When Scott signed up for an email subscription to Cooking Manager, he mentioned that he was looking for tips on cooking for his diabetic wife. I wrote to ask him what he usually cooked, and he replied:
“Pasta dishes, sandwiches, sandwiches, meat and potatoes, ice cream, cookies, everything that I should not because I loved Italian food. Does that answer your question, Hannah?”
It sure does, Scott!
The phrase, “I should not,” is telling. Even though his wife is the one with the diagnosis, Scott realizes that unless he changes his habits he is heading in the same direction.

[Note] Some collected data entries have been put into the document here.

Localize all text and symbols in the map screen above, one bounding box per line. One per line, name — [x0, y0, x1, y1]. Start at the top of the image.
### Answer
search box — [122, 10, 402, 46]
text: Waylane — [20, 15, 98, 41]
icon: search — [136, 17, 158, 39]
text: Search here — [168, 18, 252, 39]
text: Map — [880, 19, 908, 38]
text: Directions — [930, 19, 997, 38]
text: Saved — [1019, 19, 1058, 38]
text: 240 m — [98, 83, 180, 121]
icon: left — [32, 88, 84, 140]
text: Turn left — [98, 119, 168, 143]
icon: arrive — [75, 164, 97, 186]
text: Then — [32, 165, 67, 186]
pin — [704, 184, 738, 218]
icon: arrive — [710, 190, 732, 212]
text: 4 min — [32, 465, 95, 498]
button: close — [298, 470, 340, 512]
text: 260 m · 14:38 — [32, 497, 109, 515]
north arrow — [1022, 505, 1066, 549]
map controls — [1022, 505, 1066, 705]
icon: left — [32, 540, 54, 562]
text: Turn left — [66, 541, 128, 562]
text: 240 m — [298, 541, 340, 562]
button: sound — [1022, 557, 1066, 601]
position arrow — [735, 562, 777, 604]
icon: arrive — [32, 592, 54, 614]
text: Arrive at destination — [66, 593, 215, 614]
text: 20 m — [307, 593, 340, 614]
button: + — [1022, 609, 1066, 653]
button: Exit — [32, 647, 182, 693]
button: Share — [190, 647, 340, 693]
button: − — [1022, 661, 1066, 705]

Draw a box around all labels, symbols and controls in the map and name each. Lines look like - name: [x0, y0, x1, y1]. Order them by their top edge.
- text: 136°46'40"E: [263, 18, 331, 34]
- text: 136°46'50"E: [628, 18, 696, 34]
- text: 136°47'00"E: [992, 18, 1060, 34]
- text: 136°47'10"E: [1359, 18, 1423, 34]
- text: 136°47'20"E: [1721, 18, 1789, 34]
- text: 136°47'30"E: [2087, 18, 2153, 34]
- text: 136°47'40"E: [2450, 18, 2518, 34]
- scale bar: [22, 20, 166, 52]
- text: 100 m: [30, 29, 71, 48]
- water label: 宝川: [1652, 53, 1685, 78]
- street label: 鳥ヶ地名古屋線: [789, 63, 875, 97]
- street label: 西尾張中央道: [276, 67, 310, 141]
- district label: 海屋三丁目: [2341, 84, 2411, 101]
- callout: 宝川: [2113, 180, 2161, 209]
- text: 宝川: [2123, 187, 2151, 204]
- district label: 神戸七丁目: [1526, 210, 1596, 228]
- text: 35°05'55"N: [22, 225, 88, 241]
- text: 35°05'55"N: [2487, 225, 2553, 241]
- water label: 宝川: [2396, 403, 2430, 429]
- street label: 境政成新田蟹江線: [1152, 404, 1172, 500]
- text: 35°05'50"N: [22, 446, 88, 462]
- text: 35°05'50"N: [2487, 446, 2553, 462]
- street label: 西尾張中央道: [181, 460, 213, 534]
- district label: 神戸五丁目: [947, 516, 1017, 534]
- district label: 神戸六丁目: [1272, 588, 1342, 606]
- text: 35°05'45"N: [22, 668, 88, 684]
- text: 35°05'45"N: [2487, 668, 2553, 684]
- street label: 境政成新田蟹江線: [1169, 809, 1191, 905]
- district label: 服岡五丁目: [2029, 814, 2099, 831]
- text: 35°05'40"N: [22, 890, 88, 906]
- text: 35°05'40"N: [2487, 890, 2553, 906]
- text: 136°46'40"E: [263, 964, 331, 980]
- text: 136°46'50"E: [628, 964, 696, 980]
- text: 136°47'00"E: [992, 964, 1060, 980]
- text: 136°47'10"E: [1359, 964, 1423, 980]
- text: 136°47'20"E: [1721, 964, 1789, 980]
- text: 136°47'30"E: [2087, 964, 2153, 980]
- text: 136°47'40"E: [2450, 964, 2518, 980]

According to the American Diabetes Association, 1.9 million new cases of diabetes were diagnosed in people aged 20 years and older in 2010. 8.3 % of the U.S. population has diabetes, whether or not it has been diagnosed. About three times that number have pre-diabetes, meaning that they are at increased risk of contracting the disease.
Too often, people think that they don’t need to worry about their diets as long as their “numbers” like blood glucose level, weight, cholesterol and so on are within normal range. But diabetes is clearly connected to poor eating habits. Why wait until you have no choice but to eat like a diabetic? Start altering your diet now, before you get to the point of no return.
I don’t envy Scott. Changing your eating habits from top to bottom is not an easy thing to do.
Here are ten tips for Scott and his wife:
- Get some help. Maybe you can find a support group for family members of diabetics, or weight loss. There are on-line forums too.
- Focus on what you can enjoy instead of what you are missing. Since you like Italian cooking, you can still eat spicy tomato sauce as long as it doesn’t contain too much sugar or fat. Use it for topping brown rice or whole-wheat pasta.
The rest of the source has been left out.